La «apocalisse della modernità», come l'ha definita lo storico Emilio Gentile, era iniziata. Aveva fatto la sua comparsa nella storia la guerra totale: per il numero di uomini e mezzi impiegati, per la quantità di risorse naturali necessarie a sfamare gli eserciti, per il coinvolgimento di tutti gli apparati dello Stato e della società, per l’impegno finanziario, per il ruolo degli intellettuali, per il peso della propaganda.

Una manciata di settimane era stata sufficiente ad annullare negli stati maggiori e nelle cancellerie delle nazioni belligeranti l'idea della guerra lampo. Avevano mandato all’assalto le divisioni convinti di riportarle a casa per Natale. Ma le cose erano andate diversamente.



Attacchi e contrattacchi, condotti da eserciti praticamente equivalenti per quantità e armamento, produssero una situazione di stallo. Così, quando sta per concludersi il 1914, sulle terre comprese tra le Alpi e il mare del Nord la guerra di movimento si è mutata in guerra di trincea.



Proprio la trincea diventerà il simbolo del primo conflitto mondiale. Vi sarebbero vissuti e morti, non solo per il fuoco nemico, milioni di soldati nei 51 mesi di ostilità. Come fiumi senza fine, le trincee degli uni e degli altri si stendevano lungo il fronte attraversando boschi e campi, scavalcando colline e sprofondando nei fossati. Racconti, epistolari e letteratura ci hanno trasmesso descrizioni che ricordano i gironi infernali, veri antri di disperazione e disumanizzazione.



In alcuni casi, distavano le une dalle altre una manciata di metri. Tedeschi e francesi come italiani e austroungarici vivevano e morivano dentro questi serpenti scavati nella terra stando così vicini gli uni agli altri da poter ascoltarne le voci. Ed in qualche caso parlarsi.



Avvicinandosi il Natale papa Benedetto XV avviò una delicata azione diplomatica per convincere i governi a far tacere le armi almeno il giorno della nascita del Signore. La proposta del cessate il fuoco, accettata dalla Germania ma respinta da Francia e Russia, non fu accolta. Non era stato possibile, riconobbe Benedetto XV il 24 dicembre del '14, «schiudere, in mezzo a queste tenebre di bellica morte, almeno un raggio, un solo raggio del divin sole della pace».

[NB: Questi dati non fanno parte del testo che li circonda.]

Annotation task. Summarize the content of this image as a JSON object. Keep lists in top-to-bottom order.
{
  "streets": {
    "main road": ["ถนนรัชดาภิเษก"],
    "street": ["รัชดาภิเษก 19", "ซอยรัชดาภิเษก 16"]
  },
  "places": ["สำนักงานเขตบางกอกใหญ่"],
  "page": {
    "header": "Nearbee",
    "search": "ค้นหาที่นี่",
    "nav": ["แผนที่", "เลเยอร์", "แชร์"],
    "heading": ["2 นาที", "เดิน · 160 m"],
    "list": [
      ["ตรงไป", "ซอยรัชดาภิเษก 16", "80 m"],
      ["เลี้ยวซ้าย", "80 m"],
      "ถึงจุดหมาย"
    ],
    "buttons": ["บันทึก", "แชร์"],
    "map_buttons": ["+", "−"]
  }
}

Ma il 25 dicembre i fucili non spararono. E i nemici uscirono dalle trincee per festeggiare insieme il Natale dividendosi tabacco, alcol, biscotti e per cantare le canzoni della festa. Accadde in molte zone del fronte occidentale.



Spontaneamente. C'è chi ricorda che vennero disputate una mezza dozzina di partite di calcio e la più famosa tra queste, tra sassoni e britannici, terminò con la vittoria dei primi per 3-2. Protagonisti furono i fanti ma i graduati lasciarono fare.

Diverso l'atteggiamento degli alti comandi che, dopo la sorpresa del Natale del '14, impedirono ogni tipo di fraternizzazione. La regola della guerra non prevedeva di restituire all’avversario un volto, un sorriso, una parola e tantomeno poteva accettare che in alcuni giorni, come il Natale, l'odio tacesse. Venne proibita qualsiasi manifestazione non ostile con divieti, controlli e severe punizioni.



Anche se sono comunque sopravvissuti, in mezzo alla barbarie della guerra, tantissimi episodi minimi. Come quello messo in scena da Ermanno Olmi nel suo "Torneranno i prati": il fante napoletano che canta per i compagni "Tu ca non chiagne" e la sua voce commuove anche i soldati austriaci che smettono di sparare per ascoltarlo.



Fatti come quelli del Natale '14 non si ripeterono più. La macchina che macinava migliaia di vittime dell'una e dell'altra parte ogni giorno, che gonfiava le trincee di corpi e di fango spesso non più distinguibili gli uni dall'altro, che imponeva l'abbrutimento per rendere sopportabile l'attesa della morte non poteva consentire nemmeno un "raggio" di umanità.



A guerra conclusa, avrebbe scritto Robert Musil: «Eravamo dei cittadini laboriosi, siamo diventati degli assassini, dei macellai, dei ladri, degli incendiari».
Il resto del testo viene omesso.